◆ ACTION ITEM ◆
Through the line with "width:45px; height:45px; display:grid;" and starting from the first line, return the records below word for word, with pictures left out.

########################################

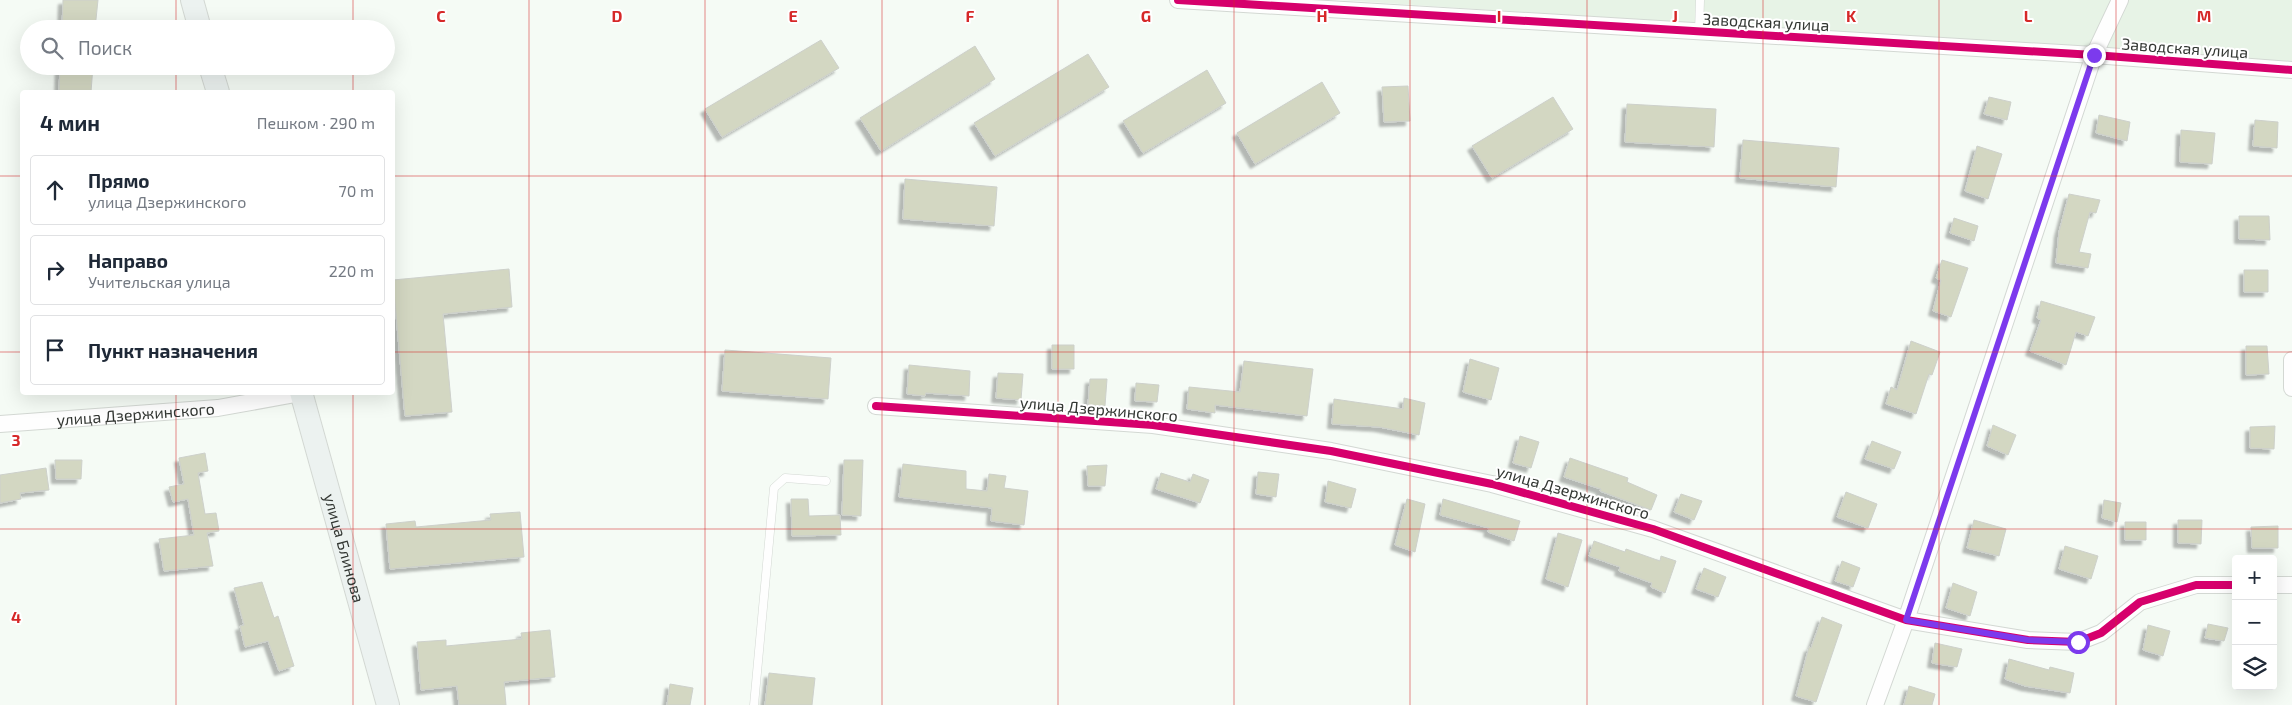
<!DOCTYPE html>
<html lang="ru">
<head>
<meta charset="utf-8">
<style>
  :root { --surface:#fff; --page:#f6f6f7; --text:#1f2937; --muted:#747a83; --line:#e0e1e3 }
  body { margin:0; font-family:"Exo 2",sans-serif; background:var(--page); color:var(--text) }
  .controls { position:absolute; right:15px; bottom:15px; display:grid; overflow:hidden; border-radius:5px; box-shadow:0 5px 20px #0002 }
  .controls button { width:45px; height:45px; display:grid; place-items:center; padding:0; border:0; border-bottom:1px solid var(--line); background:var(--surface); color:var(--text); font:25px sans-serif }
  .stop { position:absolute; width:15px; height:15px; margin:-11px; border:4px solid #7c3aed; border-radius:50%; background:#fff }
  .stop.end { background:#7c3aed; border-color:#fff; box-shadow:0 1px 5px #0008 }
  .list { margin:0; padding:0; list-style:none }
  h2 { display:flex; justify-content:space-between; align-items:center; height:65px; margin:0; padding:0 20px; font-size:21px }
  h2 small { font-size:16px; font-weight:400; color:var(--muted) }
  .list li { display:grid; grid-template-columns:32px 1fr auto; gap:15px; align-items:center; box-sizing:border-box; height:70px; margin:0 10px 10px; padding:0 10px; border:1px solid var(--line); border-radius:5px }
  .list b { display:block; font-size:19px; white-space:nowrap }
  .list p { margin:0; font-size:16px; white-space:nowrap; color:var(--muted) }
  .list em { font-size:16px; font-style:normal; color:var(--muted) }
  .icon { flex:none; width:28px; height:28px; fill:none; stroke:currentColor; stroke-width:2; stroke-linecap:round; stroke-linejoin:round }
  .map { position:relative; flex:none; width:2292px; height:705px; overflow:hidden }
  .search { position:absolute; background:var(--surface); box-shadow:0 5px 20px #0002; left:20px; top:20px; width:375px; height:55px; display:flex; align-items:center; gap:12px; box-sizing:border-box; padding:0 18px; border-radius:28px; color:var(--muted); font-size:19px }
  .panel { position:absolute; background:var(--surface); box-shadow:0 5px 20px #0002; left:20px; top:90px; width:375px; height:305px; border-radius:5px }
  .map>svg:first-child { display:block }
</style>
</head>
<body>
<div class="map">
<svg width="2292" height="705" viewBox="0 0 2292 705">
  <defs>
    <filter id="shadow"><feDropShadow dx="-4.5" dy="4.5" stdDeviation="1" flood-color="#0004"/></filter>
  </defs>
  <rect width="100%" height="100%" fill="#f5fbf5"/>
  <path fill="#e7f3e6" d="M1339 0H2292V62Z"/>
  <path fill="#d3d7c2" stroke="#cdd0cb" filter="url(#shadow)" d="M63 0H98L95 29H62Z
    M821 40 839 68 722 137 705 109Z
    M975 46 995 79 881 151 860 118Z
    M1088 54 1109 87 995 156 974 123Z
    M60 66H93L91 92H59Z
    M1207 70 1226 103 1143 153 1123 121Z
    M1322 82 1340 113 1255 164 1237 133Z
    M1408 86 1410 121 1384 122 1382 87Z
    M1553 97 1573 129 1492 178 1472 146Z
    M1989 97 2011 102 2007 120 1984 114Z
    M1627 104 1716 109 1714 147 1625 142Z
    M2099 115 2130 122 2127 141 2096 133Z
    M2255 120 2278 122 2277 148 2253 146Z
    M2181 130 2215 133 2212 164 2180 162Z
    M1743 140 1839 148 1836 187 1740 178Z
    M1977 146 2002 154 1988 199 1965 191Z
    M905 179 997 187 994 226 903 219Z
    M2069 194 2100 200 2096 213 2090 212 2079 252 2091 254 2088 268 2056 263 2059 232Z
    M2239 216H2269L2270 240 2239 239Z
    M1954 218 1978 226 1974 241 1950 233Z
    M1942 260 1968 268 1951 317 1933 311 1941 280 1936 278Z
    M509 269 512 307 443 314 452 412 405 416 393 280Z
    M2244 270H2268V292H2244Z
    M2041 301 2095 317 2088 336 2076 332 2066 365 2030 351 2041 320 2037 318Z
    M1911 341 1940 352 1932 375 1929 374 1916 414 1886 404 1891 387 1897 390Z
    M1052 345H1074V369H1052Z
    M2246 346H2267L2269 374 2246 375Z
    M725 350 831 358 828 399 722 391Z
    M1470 359 1499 368 1491 400 1463 392Z
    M1244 361 1313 369 1307 416 1215 405V413L1187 409 1189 387 1240 392Z
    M909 365 970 371 969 396 926 393 925 396 907 394Z
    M998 373 1023 374 1021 400 996 398Z
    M1090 379H1107L1105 406 1088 405Z
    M1136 383 1159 385 1157 402 1135 401Z
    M1404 398 1425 403 1419 435 1379 427 1332 424 1334 399 1403 409Z
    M1993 425 2016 435 2008 455 1987 446Z
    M2275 426 2274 449 2250 448V427Z
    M1520 436 1539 442 1531 468 1513 463Z
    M1872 441 1901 452 1894 469 1865 459Z
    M205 453 208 471 198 473 205 514 216 513 219 531 207 533 213 566 164 571 159 539 194 535 188 499 173 502 169 487 184 484 179 458Z
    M1570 458 1628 478 1627 482 1657 495 1651 510 1600 491 1601 489 1564 477Z
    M55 460H82L81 479H56Z
    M844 460H863L861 516 842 515Z
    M903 464 966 471V489L987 491 989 474 1006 476 1004 488 1028 491 1024 525 991 521 992 508 899 497Z
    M1107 465 1105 486H1088L1087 466Z
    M46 468 49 490 20 493 21 499 0 503V475Z
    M1258 472 1279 474 1276 497 1256 494Z
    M1161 473 1190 482 1193 474 1209 480 1200 503 1156 489Z
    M1328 481 1356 489 1351 508 1325 502Z
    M1846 492 1877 504 1868 528 1837 517Z
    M1681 494 1702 501 1694 520 1674 512Z
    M791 499H808L809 516 840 515 841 535 792 536Z
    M1407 499 1425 504 1415 552 1395 545Z
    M1443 499 1520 521 1514 541 1488 532 1489 528 1440 515Z
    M2104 500 2121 503 2117 522 2102 518Z
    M520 512 524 557 390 569 386 524 415 521 416 527 491 520 490 514Z
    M1974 520 2006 529 1999 556 1967 548Z
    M2178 520H2202L2201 544 2178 543Z
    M2125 522H2146V540H2125Z
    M2278 526V548H2252L2251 527Z
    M1558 533 1582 540 1568 587 1546 579Z
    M1594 541 1625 552 1626 549 1660 561 1661 556 1676 561 1665 593 1651 587 1652 583 1619 571 1620 567 1589 556Z
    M2065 546 2098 556 2091 579 2059 569Z
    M1842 561 1860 568 1853 587 1835 581Z
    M1704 568 1726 577 1718 597 1696 589Z
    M262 582 274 618 278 616 294 666 279 671 268 641 245 647 240 626 244 625 234 588Z
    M1953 583 1977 592 1970 616 1946 608Z
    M1822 617 1842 625 1816 702 1796 696 1809 647 1811 648Z
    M2208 624 2228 628 2224 641 2205 638Z
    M2148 625 2170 631 2163 656 2143 650Z
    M550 630 555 677 504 682 506 705H459L457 686 421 690 417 642 446 640V646L522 639 521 633Z
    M1935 643 1962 649 1957 667 1932 663Z
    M2009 659 2049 670 2050 667 2074 673 2070 693 2025 686 2005 679Z
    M769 673 815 678 812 705H765Z
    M670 684 693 688 690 705H667Z
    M1909 686 1935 694 1932 705H1904Z"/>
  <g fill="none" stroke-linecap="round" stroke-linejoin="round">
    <defs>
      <path id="lane" d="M1699 32 1700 0
        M754 705 774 488 785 478 826 481"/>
      <g id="street">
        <path d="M1178 0 2094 55 2292 70"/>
        <path d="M2292 360V388"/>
        <path d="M876 406 1153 425 1331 451 1492 484 1653 529 1906 620 2028 640 2078 642 2101 633 2140 602 2196 585H2236"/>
        <path id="s1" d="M0 424 218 408 301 393"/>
        <path d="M2273 585H2292"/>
        <path d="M1875 705 1906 620 2094 55 2120 0"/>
      </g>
      <g id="secondary">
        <path d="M192 0 200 29"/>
        <path d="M210 66 218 92"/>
        <path id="s2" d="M301 392 388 705"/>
      </g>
    </defs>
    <use href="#lane" stroke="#d3d8d3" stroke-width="9"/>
    <use href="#street" stroke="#d3d8d3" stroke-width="18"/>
    <use href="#secondary" stroke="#d3d8d3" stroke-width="24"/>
    <use href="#lane" stroke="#fefefe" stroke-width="8"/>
    <use href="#street" stroke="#fefefe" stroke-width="16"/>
    <use href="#secondary" stroke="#ecf2f0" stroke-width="22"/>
    <defs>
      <path id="cycleway" d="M1178 0 2094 55 2292 70
        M876 406 1153 425 1331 451 1492 484 1653 529 1906 620 2028 640 2078 642 2101 633 2140 602 2196 585H2236"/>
    </defs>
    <use href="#cycleway" stroke="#fff" stroke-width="11"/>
    <use href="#cycleway" stroke="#d6006c" stroke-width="8"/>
  </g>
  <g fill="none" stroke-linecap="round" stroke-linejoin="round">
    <path stroke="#7c3aed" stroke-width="6" d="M2078 642 2028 640 1906 620 2094 55"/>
  </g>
  <path fill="none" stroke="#d62828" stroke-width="1" stroke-opacity="0.55" d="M176 0V29M353 0V29M529 0V705M705 0V705M882 0V705M1058 0V705M1234 0V705M1410 0V705M1587 0V705M1763 0V705M1939 0V705M2116 0V705M176 66V92M353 66V92M0 176H22M392 176H2292M0 352H22M392 352H2292M176 392V705M353 392V705M0 529H2292"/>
  <g text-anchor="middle" stroke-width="4" stroke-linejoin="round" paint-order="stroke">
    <g font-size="16" fill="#333733" stroke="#fff">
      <text transform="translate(1766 22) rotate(3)" y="6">Заводская улица</text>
      <text transform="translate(2185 48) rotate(4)" y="6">Заводская улица</text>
      <text transform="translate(1099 409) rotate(5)" y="6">улица Дзержинского</text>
      <text dy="6" stroke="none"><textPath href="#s1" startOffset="136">улица Дзержинского</textPath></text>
      <text transform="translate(1573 492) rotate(16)" y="6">улица Дзержинского</text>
      <text dy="6" stroke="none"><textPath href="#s2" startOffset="162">улица Блинова</textPath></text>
    </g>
  </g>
  <g font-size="16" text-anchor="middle" font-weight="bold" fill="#d62828" stroke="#fff" stroke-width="4" stroke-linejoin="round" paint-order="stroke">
    <text x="441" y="22">C</text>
    <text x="617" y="22">D</text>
    <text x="793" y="22">E</text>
    <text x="970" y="22">F</text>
    <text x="1146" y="22">G</text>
    <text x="1322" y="22">H</text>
    <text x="1499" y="22">I</text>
    <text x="1675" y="22">J</text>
    <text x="1851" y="22">K</text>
    <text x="2028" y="22">L</text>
    <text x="2204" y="22">M</text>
    <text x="16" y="446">3</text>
    <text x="16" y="623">4</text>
  </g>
</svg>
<div class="controls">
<button>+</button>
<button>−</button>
<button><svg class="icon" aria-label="layers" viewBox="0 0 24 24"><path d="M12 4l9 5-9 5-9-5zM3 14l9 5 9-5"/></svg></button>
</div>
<div class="stop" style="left:2078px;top:642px"></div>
<div class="stop end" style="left:2094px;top:55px"></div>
<div class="search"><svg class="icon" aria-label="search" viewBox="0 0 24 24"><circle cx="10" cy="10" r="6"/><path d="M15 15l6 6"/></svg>Поиск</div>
<section class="panel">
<h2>4 мин<small>Пешком · 290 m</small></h2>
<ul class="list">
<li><svg class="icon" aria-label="ahead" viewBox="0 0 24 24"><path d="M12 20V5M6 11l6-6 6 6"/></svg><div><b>Прямо</b><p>улица Дзержинского</p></div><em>70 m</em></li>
<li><svg class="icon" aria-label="right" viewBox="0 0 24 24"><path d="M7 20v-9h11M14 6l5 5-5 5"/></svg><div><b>Направо</b><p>Учительская улица</p></div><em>220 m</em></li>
<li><svg class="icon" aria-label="arrive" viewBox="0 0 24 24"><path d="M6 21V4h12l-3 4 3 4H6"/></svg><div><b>Пункт назначения</b></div></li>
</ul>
</section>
</div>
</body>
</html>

########################################

◆ ANSWER AREA ◆
<!DOCTYPE html>
<html lang="ru">
<head>
<meta charset="utf-8">
<style>
  :root { --surface:#fff; --page:#f6f6f7; --text:#1f2937; --muted:#747a83; --line:#e0e1e3 }
  body { margin:0; font-family:"Exo 2",sans-serif; background:var(--page); color:var(--text) }
  .controls { position:absolute; right:15px; bottom:15px; display:grid; overflow:hidden; border-radius:5px; box-shadow:0 5px 20px #0002 }
  .controls button { width:45px; height:45px; display:grid; place-items:center; padding:0; border:0; border-bottom:1px solid var(--line); background:var(--surface); color:var(--text); font:25px sans-serif }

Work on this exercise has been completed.